Start of Data to use

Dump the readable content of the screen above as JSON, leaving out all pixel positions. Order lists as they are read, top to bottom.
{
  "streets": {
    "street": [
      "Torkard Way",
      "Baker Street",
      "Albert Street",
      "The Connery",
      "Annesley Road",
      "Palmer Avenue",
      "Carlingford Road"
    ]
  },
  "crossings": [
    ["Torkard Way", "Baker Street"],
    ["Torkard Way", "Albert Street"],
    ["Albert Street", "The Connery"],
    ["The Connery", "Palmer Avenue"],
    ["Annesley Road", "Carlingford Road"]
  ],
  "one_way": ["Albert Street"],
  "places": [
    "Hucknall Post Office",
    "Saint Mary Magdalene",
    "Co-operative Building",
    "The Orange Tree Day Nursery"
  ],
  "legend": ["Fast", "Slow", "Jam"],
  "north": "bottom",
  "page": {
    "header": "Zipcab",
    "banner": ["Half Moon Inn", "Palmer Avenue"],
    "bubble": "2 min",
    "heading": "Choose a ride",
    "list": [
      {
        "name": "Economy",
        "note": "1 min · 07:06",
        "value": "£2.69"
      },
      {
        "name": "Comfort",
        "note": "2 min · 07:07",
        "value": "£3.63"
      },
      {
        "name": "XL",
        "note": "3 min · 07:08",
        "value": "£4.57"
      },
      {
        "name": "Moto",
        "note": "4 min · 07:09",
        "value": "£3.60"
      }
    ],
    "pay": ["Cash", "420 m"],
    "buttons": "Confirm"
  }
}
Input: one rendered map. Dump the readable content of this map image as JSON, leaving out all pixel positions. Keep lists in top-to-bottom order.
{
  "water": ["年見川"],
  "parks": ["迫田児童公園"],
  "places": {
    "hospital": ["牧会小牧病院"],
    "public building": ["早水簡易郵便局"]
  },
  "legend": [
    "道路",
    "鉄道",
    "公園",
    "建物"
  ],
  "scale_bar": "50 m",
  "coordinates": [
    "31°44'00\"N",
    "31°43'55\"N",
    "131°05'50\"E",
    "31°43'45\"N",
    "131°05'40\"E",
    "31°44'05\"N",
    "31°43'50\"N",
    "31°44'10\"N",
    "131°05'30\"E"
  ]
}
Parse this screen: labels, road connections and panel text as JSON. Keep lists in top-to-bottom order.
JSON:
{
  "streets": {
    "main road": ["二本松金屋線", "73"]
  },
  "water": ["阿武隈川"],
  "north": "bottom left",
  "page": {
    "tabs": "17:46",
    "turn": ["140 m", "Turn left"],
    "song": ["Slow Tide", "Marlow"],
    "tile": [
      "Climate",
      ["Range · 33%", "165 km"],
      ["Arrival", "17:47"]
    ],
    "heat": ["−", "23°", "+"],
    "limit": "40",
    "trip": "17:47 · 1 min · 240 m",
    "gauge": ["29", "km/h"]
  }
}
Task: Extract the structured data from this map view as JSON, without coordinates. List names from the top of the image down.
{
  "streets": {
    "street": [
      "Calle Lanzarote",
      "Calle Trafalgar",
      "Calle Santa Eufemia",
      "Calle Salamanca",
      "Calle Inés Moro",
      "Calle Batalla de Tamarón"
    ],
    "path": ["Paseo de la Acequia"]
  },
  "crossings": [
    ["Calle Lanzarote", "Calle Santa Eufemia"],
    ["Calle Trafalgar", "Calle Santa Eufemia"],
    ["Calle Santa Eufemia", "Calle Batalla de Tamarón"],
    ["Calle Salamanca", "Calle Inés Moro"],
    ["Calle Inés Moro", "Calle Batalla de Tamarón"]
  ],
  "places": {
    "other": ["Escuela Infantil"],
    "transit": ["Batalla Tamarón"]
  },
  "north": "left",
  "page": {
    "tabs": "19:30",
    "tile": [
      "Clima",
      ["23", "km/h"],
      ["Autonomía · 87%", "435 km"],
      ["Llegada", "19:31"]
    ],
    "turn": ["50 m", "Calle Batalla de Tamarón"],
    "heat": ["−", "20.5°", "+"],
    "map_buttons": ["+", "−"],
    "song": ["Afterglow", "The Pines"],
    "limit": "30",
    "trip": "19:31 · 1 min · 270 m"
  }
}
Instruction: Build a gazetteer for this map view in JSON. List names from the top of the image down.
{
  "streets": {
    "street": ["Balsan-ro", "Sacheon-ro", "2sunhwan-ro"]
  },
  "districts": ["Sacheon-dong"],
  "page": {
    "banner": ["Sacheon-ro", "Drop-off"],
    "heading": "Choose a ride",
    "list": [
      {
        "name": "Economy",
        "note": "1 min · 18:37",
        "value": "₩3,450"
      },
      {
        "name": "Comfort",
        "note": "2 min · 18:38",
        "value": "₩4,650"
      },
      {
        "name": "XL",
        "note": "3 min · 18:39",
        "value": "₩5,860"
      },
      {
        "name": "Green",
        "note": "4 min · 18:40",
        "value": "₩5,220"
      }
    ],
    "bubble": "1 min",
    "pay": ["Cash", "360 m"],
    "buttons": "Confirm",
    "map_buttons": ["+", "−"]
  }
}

End of Data to use

## Your task
Print the line with "Instruction: Build a" and every line after it in the entries above, exactly as written. Leave out all other lines.

## Output below
Instruction: Build a gazetteer for this map view in JSON. List names from the top of the image down.
{
  "streets": {
    "street": ["Balsan-ro", "Sacheon-ro", "2sunhwan-ro"]
  },
  "districts": ["Sacheon-dong"],
  "page": {
    "banner": ["Sacheon-ro", "Drop-off"],
    "heading": "Choose a ride",
    "list": [
      {
        "name": "Economy",
        "note": "1 min · 18:37",
        "value": "₩3,450"
      },
      {
        "name": "Comfort",
        "note": "2 min · 18:38",
        "value": "₩4,650"
      },
      {
        "name": "XL",
        "note": "3 min · 18:39",
        "value": "₩5,860"
      },
      {
        "name": "Green",
        "note": "4 min · 18:40",
        "value": "₩5,220"
      }
    ],
    "bubble": "1 min",
    "pay": ["Cash", "360 m"],
    "buttons": "Confirm",
    "map_buttons": ["+", "−"]
  }
}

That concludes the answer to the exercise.